Many of the strategies used to treat COPD are like those used to treat asthma. Smoking cessation is a cornerstone of treatment. Infection prevention, including influenza and pneumococcal vaccines, can provide important prevention against serious illness. Several types of bronchodilators are used in treatment and maintenance. Beta-2 agonists work by dilating the smooth muscles in the airway; they can be short-acting or long-acting. Short-acting beta-2 agonists are used for acute treatment, while long-acting beta-2 agonists are used for long-term therapy. Antimuscarinics keep airways open by preventing bronchoconstriction. Like beta-2 agonists, antimuscarinic agents can be short-acting or long-acting. Methylxanthines are a long-acting therapy; they cause bronchodilation by relaxing smooth muscle. Some studies support the use of prophylactic azithromycin to decrease the number of exacerbations in COPD patients (Agarwal et al., 2023).

Inhaled corticosteroids are commonly used to decrease airway swelling and are used as long-term therapy. Phosphodiesterase-4 inhibitors, such as Roflumilast, reduce inflammation and are used in patients with severe disease. In some patients, long-term use of azithromycin can decrease the likelihood of exacerbations. Despite medication and pulmonary rehabilitation, most patients with COPD will eventually have low oxygen levels, even at rest. Chronic oxygen therapy is a common treatment that can improve symptoms and lengthen survival. Surgery is sometimes used to treat severe cases. Surgical options include removal of damaged lung areas, surgery to decrease overall lung volume, and lung transplantation.

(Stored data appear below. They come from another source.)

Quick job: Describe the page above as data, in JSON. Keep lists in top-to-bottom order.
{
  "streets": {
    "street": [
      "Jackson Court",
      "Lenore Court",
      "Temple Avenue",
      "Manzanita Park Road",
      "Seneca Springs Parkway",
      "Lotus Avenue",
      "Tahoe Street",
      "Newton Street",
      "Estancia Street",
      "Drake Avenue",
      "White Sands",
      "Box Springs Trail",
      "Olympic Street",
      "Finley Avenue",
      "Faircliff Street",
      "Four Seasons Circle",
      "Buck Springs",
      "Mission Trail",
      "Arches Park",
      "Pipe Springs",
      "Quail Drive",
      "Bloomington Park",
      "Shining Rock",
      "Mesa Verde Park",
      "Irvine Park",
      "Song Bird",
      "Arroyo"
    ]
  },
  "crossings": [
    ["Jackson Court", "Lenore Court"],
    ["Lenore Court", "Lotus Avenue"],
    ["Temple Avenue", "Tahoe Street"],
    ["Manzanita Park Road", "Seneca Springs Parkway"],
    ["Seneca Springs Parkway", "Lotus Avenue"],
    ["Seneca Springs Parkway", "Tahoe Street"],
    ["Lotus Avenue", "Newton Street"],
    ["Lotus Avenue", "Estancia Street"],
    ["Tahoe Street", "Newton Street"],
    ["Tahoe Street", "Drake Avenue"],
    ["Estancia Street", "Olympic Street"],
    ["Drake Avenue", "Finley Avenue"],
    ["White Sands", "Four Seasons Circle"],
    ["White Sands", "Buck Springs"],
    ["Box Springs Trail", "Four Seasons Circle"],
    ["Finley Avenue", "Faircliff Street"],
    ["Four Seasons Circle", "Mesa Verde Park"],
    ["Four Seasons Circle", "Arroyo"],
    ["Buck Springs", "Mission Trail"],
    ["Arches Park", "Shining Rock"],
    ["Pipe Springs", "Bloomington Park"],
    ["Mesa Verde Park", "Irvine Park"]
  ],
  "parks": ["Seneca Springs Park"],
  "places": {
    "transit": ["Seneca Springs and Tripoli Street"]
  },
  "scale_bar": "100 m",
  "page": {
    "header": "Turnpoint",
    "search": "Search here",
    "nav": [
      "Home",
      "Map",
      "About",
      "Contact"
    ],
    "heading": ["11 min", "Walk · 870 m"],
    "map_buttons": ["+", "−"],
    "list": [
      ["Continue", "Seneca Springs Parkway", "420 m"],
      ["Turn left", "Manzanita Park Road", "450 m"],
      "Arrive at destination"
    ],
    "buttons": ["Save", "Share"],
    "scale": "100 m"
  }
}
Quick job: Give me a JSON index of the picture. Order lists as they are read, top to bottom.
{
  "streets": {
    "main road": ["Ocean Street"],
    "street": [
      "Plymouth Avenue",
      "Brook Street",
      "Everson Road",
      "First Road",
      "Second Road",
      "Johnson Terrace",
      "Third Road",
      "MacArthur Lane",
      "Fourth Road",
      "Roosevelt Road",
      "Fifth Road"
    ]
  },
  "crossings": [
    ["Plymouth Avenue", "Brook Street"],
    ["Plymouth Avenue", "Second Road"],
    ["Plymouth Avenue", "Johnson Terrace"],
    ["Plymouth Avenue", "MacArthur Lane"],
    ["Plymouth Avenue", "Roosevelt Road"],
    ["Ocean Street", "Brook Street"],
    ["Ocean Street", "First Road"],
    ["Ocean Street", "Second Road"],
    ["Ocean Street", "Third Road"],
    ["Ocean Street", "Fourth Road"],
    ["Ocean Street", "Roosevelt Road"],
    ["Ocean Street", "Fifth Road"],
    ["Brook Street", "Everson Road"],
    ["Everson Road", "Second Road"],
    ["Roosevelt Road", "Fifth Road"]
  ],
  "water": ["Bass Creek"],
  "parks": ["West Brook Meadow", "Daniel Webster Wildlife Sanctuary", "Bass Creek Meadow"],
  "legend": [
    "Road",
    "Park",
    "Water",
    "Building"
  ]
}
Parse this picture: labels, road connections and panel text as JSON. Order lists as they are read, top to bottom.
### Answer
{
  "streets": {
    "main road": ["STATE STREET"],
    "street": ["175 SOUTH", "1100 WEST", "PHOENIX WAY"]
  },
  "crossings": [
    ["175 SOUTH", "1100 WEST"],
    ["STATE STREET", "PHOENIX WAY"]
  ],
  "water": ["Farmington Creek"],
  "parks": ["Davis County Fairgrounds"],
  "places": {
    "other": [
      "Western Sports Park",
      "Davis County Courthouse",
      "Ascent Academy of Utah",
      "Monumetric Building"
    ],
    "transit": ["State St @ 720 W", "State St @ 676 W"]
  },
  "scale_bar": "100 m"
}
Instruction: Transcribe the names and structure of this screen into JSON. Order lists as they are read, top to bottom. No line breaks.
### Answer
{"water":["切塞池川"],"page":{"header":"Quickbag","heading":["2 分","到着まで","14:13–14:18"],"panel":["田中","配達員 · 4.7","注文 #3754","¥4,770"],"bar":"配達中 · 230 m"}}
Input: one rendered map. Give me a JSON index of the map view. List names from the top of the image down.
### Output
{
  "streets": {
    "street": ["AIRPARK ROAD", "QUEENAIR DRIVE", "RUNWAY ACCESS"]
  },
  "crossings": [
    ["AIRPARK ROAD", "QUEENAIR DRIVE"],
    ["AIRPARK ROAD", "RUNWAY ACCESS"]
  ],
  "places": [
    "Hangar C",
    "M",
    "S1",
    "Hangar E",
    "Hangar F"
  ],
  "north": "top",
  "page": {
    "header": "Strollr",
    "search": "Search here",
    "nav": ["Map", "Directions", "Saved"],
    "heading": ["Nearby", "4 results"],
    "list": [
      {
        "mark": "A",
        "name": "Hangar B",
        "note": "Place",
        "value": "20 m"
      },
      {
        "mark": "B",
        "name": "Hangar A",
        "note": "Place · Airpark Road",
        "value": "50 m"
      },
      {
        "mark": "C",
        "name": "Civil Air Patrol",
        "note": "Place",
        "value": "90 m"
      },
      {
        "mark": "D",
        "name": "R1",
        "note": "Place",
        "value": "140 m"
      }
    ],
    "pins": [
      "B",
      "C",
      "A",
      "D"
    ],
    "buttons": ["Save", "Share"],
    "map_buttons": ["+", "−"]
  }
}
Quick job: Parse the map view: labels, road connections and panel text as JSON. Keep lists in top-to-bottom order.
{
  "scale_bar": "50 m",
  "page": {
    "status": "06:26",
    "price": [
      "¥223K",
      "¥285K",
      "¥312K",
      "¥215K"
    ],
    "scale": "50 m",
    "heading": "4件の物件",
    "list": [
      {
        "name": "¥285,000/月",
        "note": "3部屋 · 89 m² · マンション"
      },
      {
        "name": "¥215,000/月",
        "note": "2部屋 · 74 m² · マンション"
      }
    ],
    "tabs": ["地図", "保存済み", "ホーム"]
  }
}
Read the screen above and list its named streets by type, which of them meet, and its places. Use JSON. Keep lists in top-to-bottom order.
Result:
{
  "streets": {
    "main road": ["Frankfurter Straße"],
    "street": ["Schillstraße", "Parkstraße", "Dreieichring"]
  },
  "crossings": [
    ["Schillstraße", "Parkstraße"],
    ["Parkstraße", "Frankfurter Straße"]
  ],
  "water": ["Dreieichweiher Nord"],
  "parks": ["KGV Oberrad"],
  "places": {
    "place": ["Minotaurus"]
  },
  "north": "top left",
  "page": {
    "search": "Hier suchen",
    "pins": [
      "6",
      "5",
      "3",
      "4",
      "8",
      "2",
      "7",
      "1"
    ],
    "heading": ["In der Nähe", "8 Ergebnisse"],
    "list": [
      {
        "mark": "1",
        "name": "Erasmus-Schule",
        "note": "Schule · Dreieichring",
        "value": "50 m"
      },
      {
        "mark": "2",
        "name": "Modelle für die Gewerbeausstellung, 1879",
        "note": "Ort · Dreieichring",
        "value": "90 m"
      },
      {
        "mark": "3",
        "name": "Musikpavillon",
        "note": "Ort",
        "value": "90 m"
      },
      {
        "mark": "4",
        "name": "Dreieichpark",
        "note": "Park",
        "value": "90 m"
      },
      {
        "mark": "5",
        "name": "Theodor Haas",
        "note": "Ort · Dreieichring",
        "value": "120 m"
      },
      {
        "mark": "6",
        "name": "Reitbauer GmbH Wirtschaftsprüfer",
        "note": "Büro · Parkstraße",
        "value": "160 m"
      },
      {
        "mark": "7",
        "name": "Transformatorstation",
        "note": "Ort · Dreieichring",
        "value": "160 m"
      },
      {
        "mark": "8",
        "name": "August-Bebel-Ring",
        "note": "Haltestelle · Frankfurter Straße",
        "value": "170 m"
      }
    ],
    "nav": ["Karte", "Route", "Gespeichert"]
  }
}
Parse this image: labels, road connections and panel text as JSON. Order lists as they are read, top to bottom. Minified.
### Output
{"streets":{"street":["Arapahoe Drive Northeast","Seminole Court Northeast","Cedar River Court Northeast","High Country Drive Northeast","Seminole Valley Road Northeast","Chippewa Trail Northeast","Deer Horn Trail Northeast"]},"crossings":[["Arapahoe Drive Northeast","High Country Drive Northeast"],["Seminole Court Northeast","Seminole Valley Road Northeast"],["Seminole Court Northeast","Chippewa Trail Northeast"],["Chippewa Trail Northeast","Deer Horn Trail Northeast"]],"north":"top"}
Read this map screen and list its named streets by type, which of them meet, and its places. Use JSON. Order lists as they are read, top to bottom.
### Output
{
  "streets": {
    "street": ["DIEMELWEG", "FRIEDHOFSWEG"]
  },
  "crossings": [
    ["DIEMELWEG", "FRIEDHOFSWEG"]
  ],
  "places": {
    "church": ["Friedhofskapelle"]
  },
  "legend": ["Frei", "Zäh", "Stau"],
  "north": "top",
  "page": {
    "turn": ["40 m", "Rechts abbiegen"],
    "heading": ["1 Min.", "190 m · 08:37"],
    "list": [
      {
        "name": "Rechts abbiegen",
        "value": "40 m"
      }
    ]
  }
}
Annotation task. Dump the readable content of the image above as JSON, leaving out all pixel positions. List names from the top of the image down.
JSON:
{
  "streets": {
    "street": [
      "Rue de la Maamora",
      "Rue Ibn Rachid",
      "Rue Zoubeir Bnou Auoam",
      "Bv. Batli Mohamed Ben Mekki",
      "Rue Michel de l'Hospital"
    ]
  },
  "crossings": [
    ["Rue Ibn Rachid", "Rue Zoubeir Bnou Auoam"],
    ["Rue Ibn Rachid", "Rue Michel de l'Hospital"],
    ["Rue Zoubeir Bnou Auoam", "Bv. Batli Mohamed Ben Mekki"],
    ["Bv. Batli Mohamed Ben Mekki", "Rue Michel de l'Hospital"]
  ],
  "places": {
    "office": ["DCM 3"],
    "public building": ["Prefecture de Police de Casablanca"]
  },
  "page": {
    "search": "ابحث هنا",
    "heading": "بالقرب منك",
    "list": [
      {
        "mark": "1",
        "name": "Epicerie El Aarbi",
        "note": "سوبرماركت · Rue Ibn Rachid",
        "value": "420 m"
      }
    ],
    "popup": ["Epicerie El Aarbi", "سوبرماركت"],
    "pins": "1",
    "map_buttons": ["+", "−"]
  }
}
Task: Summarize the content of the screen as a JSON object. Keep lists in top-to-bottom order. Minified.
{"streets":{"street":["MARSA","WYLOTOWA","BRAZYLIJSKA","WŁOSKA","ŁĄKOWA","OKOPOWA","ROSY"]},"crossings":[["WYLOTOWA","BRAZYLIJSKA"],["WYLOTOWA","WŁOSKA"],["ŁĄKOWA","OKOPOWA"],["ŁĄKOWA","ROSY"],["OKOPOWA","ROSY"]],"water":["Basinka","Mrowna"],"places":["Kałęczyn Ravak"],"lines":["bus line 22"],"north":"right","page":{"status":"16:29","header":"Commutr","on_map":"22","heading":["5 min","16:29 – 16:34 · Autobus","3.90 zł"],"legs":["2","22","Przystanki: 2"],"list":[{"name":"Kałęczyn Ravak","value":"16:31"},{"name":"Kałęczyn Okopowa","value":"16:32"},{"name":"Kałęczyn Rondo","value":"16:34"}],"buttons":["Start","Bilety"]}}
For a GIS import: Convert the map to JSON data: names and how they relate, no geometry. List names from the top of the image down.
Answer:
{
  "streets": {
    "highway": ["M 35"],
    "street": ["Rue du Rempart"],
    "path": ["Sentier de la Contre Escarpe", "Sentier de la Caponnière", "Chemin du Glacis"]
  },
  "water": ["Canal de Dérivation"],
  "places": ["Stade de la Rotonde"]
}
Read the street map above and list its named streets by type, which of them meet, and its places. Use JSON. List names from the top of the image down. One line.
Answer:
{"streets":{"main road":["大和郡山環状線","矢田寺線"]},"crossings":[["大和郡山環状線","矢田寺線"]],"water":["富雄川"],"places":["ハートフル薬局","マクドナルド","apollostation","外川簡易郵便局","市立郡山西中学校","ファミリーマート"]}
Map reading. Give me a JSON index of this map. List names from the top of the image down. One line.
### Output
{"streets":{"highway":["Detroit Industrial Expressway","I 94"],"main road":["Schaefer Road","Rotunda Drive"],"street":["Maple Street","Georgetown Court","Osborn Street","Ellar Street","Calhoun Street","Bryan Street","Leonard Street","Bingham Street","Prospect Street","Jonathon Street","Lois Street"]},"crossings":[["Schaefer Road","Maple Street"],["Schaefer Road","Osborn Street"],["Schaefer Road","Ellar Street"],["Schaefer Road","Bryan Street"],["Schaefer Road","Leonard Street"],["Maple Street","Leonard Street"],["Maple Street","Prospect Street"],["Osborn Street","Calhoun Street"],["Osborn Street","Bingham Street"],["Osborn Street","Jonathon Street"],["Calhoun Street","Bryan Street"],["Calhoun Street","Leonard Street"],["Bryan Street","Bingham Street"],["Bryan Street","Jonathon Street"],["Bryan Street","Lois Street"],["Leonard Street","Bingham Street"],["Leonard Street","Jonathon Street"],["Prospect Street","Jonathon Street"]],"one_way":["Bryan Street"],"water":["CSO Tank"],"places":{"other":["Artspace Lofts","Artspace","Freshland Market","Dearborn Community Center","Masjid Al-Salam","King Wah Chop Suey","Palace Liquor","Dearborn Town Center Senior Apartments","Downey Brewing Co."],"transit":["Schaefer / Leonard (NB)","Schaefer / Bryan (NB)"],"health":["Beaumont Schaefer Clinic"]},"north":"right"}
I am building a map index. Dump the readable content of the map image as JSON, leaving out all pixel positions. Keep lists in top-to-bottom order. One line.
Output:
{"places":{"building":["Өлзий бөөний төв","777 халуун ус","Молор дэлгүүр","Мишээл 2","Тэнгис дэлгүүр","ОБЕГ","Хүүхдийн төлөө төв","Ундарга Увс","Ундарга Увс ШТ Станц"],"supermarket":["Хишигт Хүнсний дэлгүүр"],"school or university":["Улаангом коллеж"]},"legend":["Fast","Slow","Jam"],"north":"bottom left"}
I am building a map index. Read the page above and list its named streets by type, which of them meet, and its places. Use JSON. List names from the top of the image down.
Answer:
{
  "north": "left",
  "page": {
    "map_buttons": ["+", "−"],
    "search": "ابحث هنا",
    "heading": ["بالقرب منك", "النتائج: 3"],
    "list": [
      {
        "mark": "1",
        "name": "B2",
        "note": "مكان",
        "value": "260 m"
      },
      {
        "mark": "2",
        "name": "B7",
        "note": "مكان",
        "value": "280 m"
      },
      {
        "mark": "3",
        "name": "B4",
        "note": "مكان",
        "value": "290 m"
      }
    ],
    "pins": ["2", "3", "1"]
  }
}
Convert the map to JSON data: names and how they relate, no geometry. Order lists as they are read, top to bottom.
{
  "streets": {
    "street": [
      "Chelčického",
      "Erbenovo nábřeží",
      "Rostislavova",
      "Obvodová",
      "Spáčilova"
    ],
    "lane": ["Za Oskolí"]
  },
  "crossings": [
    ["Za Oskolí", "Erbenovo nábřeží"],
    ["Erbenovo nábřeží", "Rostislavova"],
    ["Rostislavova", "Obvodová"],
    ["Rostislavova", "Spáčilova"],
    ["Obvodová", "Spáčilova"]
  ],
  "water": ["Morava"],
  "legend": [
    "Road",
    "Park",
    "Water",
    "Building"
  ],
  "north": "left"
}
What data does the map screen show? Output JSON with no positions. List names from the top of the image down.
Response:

Acute exacerbations of COPD can require additional therapy. Oral and parenteral glucocorticoids are utilized for short-term treatment of acute exacerbations. Antibiotics may be necessary if there is a confirmed or suspected bacterial infection. The GOLD strategy supports starting antibiotics empirically when sputum is increasing in purulence or volume, dyspnea is increasing, or ventilatory support is needed (Terry & Dhand, 2023). Supplemental oxygen, up to and including ventilator support, may be necessary (Agarwal et al., 2023). Pulmonary rehabilitation can be a valuable intervention to improve quality of life.